Startups

Bethesda-based Mytonomy raises $7M seed round

Philips is now an investor in the health IT startup.

Mytonomy is looking to improve the patient experience. (Courtesy image)

Bethesda cloud-based startup Mytonomy just closed a $7 million Series A funding round, which included a large investment from health tech giant Philips.

Mytonomy, which launched last year, educates patients on upcoming procedures and care on its cloud-based platform.

“Nurses call Mytonomy their virtual assistant,” said Mytonomy CEO Anjali Kataria. “We drive longitudinal patient activation, improve patient, family and staff satisfaction, decrease labor costs, and increase top-line growth by delivering a significantly better, data-driven, personalized patient experience across the entire care continuum.”
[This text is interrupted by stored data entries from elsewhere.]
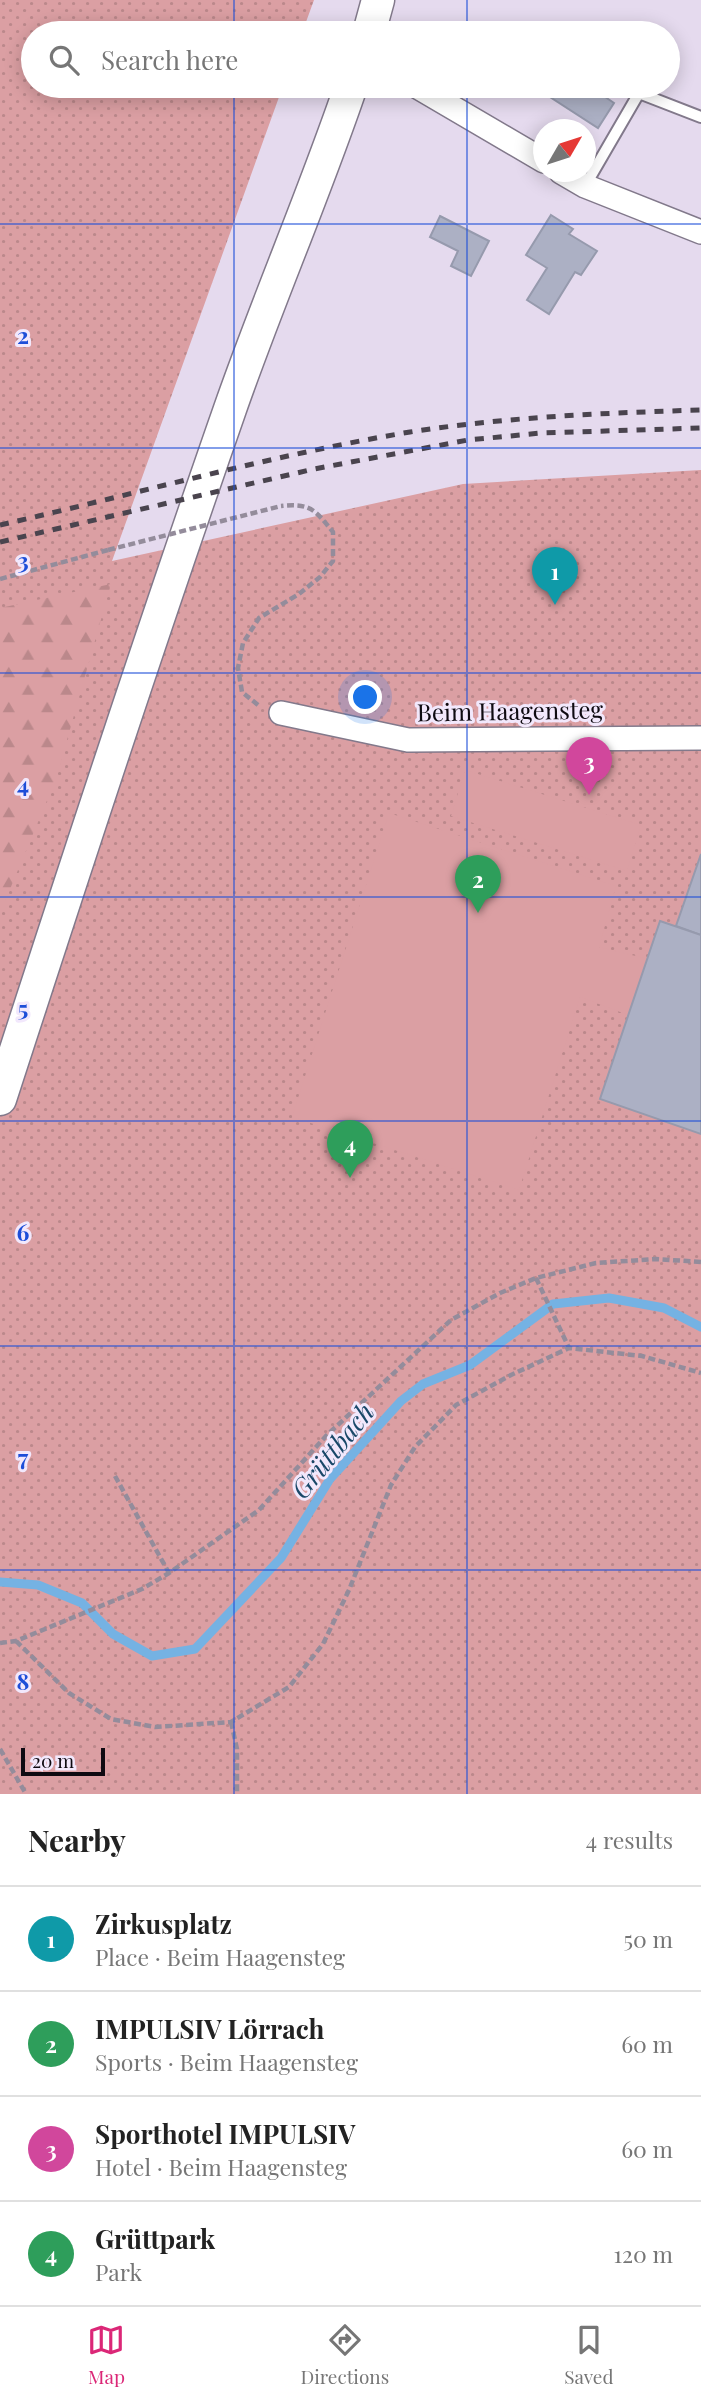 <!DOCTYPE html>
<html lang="en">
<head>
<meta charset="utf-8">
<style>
	:root { --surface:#fff; --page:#f2f2f2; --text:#222; --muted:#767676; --line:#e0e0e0; --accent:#db2777 }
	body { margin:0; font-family:"Playfair Display",serif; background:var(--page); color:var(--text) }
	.compass { position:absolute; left:533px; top:119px; width:63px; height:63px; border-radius:50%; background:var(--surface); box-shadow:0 4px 18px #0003; rotate:51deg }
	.scale { position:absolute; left:21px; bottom:18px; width:84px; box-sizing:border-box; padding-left:7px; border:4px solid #0e0a11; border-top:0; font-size:19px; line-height:24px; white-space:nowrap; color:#0e0a11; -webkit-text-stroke:5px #f2e8fc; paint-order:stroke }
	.you { position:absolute; left:366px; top:698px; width:24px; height:24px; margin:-18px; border:5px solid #fff; border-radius:50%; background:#1a73e8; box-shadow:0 0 0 10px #1a73e833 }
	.badge { display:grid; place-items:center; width:46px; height:46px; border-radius:50%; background:var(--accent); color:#fff; font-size:23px; font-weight:700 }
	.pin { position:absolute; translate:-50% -58px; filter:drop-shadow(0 2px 4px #0008) }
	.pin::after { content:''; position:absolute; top:37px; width:24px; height:21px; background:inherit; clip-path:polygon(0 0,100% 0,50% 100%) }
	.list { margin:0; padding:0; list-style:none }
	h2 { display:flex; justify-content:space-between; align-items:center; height:91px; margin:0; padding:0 28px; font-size:30px }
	h2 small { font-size:23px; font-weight:400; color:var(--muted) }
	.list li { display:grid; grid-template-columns:46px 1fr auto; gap:21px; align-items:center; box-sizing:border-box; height:105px; padding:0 28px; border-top:2px solid var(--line) }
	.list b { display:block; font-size:26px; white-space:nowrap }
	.list p { margin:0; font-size:23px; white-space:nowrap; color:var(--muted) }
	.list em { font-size:23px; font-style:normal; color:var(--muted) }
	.icon { flex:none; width:38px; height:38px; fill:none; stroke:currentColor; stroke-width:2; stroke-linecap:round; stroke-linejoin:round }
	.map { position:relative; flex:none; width:701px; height:1794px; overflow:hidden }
	.search { position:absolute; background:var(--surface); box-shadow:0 4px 18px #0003; left:21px; right:21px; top:21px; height:77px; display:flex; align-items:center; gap:18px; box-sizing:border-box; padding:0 24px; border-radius:38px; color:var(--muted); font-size:26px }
	.sheet { height:511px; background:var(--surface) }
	nav { display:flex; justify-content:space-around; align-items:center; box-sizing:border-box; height:98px; border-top:2px solid var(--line); background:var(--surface); font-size:19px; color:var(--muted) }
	nav a { display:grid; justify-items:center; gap:4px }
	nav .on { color:var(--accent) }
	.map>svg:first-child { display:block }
	.grass { fill:url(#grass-dots) }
	.forest { fill:url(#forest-firs) }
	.garden { fill:#db9fa3 }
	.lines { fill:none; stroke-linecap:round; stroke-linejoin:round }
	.stream { stroke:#75b2e3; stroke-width:9 }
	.building { fill:#acb0c4; stroke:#969aad; stroke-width:2 }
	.lane-casing { stroke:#82798b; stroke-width:14 }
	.street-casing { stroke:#82798b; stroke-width:26 }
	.secondary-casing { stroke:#82798b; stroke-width:35 }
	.path { stroke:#948c9b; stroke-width:4.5; stroke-dasharray:7 3.5; stroke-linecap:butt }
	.lane { stroke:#fff; stroke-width:10 }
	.street { stroke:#fff; stroke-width:23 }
	.secondary { stroke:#fff; stroke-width:32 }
	.rail { stroke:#4a444e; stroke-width:5; stroke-dasharray:9 9; stroke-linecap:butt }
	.path-bridge { stroke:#948c9b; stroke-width:4.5; stroke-dasharray:7 3.5; stroke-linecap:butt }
	.grid { fill:none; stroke:#1d4ed8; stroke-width:2; stroke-opacity:0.55 }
	.labels { text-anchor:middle; stroke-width:6; stroke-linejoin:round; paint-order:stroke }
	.street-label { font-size:24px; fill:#0e0a11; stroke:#f2e8fc }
	.water-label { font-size:26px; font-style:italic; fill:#194768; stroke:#f2e8fc }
	.grid-label { font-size:23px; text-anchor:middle; font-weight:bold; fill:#1d4ed8; stroke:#f2e8fc; stroke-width:6; stroke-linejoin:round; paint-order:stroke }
</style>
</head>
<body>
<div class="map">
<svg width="701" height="1794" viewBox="0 0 701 1794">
	<defs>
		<pattern id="grass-dots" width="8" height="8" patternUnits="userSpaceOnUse" patternTransform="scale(1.75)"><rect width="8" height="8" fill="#db9fa3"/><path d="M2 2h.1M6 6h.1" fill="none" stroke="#bb888b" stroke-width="1.8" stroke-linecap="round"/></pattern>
		<pattern id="forest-firs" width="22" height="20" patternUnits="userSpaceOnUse" patternTransform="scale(1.75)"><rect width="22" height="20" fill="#db9fa3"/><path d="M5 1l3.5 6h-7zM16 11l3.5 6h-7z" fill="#bb888b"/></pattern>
	</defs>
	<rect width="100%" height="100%" fill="#e5daee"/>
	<polygon class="grass" points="0,0 314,0 302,33 33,33 33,86 283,86 112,561 463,484 701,470 701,1794 0,1794"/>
	<polygon class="forest" points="111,584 56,779 0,913 0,608"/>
	<g class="garden">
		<polygon points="465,770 641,825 627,871 451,816"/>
		<polygon points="389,813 616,886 599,947 648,959 628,1015 580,997 519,1190 292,1117"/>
	</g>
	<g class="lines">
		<polyline class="stream" points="0,1582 38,1585 82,1603 113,1634 152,1656 195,1649 281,1558 330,1479 401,1401 423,1384 470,1365 553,1304 609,1298 664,1308 701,1327"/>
	</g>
	<g class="building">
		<polygon points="533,86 589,86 614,103 598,128"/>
		<polygon points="551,215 573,229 569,234 597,251 581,275 575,272 549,314 527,300 547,268 526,255"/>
		<polygon points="440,216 489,241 471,276 451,266 458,251 430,237"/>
		<polygon points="701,854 701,935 676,926"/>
		<polygon points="660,921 701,935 701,1134 600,1099"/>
	</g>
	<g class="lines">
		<g class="lane-casing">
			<polyline id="lane" points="585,186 639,93 701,117"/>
		</g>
		<g class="street-casing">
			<g id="street">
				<polyline points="416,86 544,161"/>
				<polyline points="561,172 585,186 701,232"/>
				<polyline points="281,713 408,740 701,738"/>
			</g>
		</g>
		<g class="secondary-casing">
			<g id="secondary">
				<polyline points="369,33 378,0"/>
				<path d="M0,1099c75,-231 150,-461 230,-690 38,-109 84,-214 121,-323"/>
			</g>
		</g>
		<g class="path">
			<polyline points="0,579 108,550"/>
			<path d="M258,705l-16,-13 -4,-24 5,-25 16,-25 40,-24 21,-17 13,-16v-29c-18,-22 -22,-29 -52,-26"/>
			<polyline points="536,1278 569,1348"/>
			<polyline points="115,1476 169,1573"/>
			<polyline points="16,1641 69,1693 111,1719 155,1727 231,1722 289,1687 323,1644 349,1590 391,1485 415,1447 456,1405 511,1375 569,1348 642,1356 701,1373"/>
			<polyline points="0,1643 16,1641 142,1589 169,1573 259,1510 326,1436 451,1320 500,1293 536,1278 596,1263 656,1259 701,1262"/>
			<polyline points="231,1722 237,1749 237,1794"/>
			<polyline points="0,1749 26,1794"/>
		</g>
		<use href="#lane" class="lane"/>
		<use href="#street" class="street"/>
		<use href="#secondary" class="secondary"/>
		<g class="rail">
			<path d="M0,525c136,-31 272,-70 410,-93 96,-15 193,-19 291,-22"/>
			<polyline points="0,542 314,469 468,440 541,433 701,428"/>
		</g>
		<polyline class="path-bridge" points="108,550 281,506"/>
	</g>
	<path class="grid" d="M234,0v33M467,0v33M234,86v1708M467,86v1708M0,224h701M0,448h701M0,673h701M0,897h701M0,1121h701M0,1346h701M0,1570h701"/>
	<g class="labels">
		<g class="street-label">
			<text transform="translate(510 712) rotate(-1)" y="8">Beim Haagensteg</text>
		</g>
		<g class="water-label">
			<text transform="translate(333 1451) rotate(-51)" y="9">Grüttbach</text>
		</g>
	</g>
	<g class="grid-label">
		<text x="23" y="344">2</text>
		<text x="23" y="569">3</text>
		<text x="23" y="793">4</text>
		<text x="23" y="1017">5</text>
		<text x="23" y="1241">6</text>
		<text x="23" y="1466">7</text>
		<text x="23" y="1690">8</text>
	</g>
</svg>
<svg class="compass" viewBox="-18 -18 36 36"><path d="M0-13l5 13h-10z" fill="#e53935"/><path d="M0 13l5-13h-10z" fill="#767676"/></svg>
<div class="scale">20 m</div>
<div class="you"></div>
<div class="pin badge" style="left:555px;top:605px;background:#0f9aa8">1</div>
<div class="pin badge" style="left:478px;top:913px;background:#2e9e5b">2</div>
<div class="pin badge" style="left:589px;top:795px;background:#d1479c">3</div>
<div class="pin badge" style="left:350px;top:1178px;background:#2e9e5b">4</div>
<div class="search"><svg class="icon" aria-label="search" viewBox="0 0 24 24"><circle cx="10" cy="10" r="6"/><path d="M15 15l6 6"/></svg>Search here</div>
</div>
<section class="sheet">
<h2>Nearby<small>4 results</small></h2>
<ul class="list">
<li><span class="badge" style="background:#0f9aa8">1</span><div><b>Zirkusplatz</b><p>Place · Beim Haagensteg</p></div><em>50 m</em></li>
<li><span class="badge" style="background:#2e9e5b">2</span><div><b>IMPULSIV Lörrach</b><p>Sports · Beim Haagensteg</p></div><em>60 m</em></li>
<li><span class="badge" style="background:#d1479c">3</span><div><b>Sporthotel IMPULSIV</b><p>Hotel · Beim Haagensteg</p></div><em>60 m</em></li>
<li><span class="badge" style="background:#2e9e5b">4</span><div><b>Grüttpark</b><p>Park</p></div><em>120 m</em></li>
</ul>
</section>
<nav>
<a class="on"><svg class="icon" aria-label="map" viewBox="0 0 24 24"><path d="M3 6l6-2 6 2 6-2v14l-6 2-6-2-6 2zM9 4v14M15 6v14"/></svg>Map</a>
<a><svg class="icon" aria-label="directions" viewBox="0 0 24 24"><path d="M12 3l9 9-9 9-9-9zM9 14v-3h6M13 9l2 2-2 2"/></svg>Directions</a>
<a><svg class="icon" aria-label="saved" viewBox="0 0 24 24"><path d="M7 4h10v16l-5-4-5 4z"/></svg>Saved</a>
</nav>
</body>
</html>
Mytonomy delivers personalized pre-procedure, pre-arrival, in-patient, discharge, at home and ambulatory care content to patients throughout their hospital experience.

Rich Wilmot, head of Philips Health Technology Ventures, said Mytonomy has achieved impressive results that improve the patient experience while lowering costs and inefficiencies.

“Their innovative product has strong traction in the market as hospitals achieve very high patient satisfaction from patients who use Mytonomy’s cloud-based patient education system,” Wilmot said. “We look forward to teaming up with Mytonomy to help grow the business, and ultimately forge a productive partnership path for the two companies.”